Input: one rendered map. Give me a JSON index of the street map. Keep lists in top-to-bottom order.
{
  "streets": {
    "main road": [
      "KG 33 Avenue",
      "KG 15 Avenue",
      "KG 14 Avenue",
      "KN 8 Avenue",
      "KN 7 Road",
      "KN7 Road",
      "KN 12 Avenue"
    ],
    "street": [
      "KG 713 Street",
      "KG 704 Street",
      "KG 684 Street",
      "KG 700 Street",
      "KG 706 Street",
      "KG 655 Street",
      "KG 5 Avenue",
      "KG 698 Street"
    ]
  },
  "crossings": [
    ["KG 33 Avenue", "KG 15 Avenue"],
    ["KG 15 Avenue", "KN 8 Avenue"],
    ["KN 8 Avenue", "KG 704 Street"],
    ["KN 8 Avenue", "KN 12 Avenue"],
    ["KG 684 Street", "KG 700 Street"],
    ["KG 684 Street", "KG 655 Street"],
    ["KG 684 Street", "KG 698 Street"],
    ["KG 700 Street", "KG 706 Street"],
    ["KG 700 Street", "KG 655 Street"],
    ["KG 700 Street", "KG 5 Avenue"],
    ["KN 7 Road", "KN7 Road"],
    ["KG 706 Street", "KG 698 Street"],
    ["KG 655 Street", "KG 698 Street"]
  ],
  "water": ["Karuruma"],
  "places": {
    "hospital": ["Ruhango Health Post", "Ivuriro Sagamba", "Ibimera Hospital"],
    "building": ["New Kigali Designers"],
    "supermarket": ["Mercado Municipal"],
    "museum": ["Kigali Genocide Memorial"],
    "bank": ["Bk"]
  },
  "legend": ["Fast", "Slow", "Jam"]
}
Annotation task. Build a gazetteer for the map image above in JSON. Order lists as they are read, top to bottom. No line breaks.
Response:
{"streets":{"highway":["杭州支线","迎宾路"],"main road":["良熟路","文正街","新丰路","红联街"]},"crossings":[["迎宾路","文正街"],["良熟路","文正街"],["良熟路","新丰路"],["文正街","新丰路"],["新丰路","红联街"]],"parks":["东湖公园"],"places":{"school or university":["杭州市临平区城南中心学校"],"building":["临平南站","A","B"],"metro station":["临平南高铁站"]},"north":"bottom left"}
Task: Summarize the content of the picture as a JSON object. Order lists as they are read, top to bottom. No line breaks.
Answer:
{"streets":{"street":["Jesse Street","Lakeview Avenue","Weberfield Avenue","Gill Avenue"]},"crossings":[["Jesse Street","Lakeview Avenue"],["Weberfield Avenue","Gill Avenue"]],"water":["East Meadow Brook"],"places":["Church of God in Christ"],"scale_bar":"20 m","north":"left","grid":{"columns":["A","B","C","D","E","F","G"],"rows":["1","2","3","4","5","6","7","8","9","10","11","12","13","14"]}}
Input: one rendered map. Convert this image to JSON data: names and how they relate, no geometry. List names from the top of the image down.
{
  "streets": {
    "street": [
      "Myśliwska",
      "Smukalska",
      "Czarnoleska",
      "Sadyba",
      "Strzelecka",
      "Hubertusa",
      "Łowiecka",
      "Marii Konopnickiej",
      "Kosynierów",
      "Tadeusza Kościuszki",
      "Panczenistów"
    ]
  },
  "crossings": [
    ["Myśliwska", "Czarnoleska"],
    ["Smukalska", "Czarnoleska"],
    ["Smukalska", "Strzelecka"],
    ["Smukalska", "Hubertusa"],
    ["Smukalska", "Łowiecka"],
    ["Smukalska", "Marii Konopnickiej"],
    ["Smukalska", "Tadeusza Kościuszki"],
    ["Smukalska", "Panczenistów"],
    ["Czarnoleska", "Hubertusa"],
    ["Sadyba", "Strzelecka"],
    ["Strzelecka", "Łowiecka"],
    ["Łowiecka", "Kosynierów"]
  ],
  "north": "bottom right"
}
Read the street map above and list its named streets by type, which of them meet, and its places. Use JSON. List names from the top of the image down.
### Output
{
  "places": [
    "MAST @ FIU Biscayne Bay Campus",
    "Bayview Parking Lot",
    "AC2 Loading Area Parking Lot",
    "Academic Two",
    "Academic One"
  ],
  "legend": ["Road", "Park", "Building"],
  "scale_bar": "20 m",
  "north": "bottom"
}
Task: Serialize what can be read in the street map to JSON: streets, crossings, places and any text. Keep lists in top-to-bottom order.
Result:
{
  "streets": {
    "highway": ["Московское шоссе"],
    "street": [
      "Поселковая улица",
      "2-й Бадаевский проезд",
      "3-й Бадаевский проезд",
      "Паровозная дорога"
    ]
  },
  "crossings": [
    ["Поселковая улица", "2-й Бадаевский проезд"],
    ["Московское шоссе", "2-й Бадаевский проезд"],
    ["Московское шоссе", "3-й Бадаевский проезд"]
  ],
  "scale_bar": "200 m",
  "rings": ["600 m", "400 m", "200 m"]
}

# # # # # # #

Your answer should consist of the lines above that hold the word "breaks".

• **The completed task**
Annotation task. Build a gazetteer for the map image above in JSON. Order lists as they are read, top to bottom. No line breaks.
Task: Summarize the content of the picture as a JSON object. Order lists as they are read, top to bottom. No line breaks.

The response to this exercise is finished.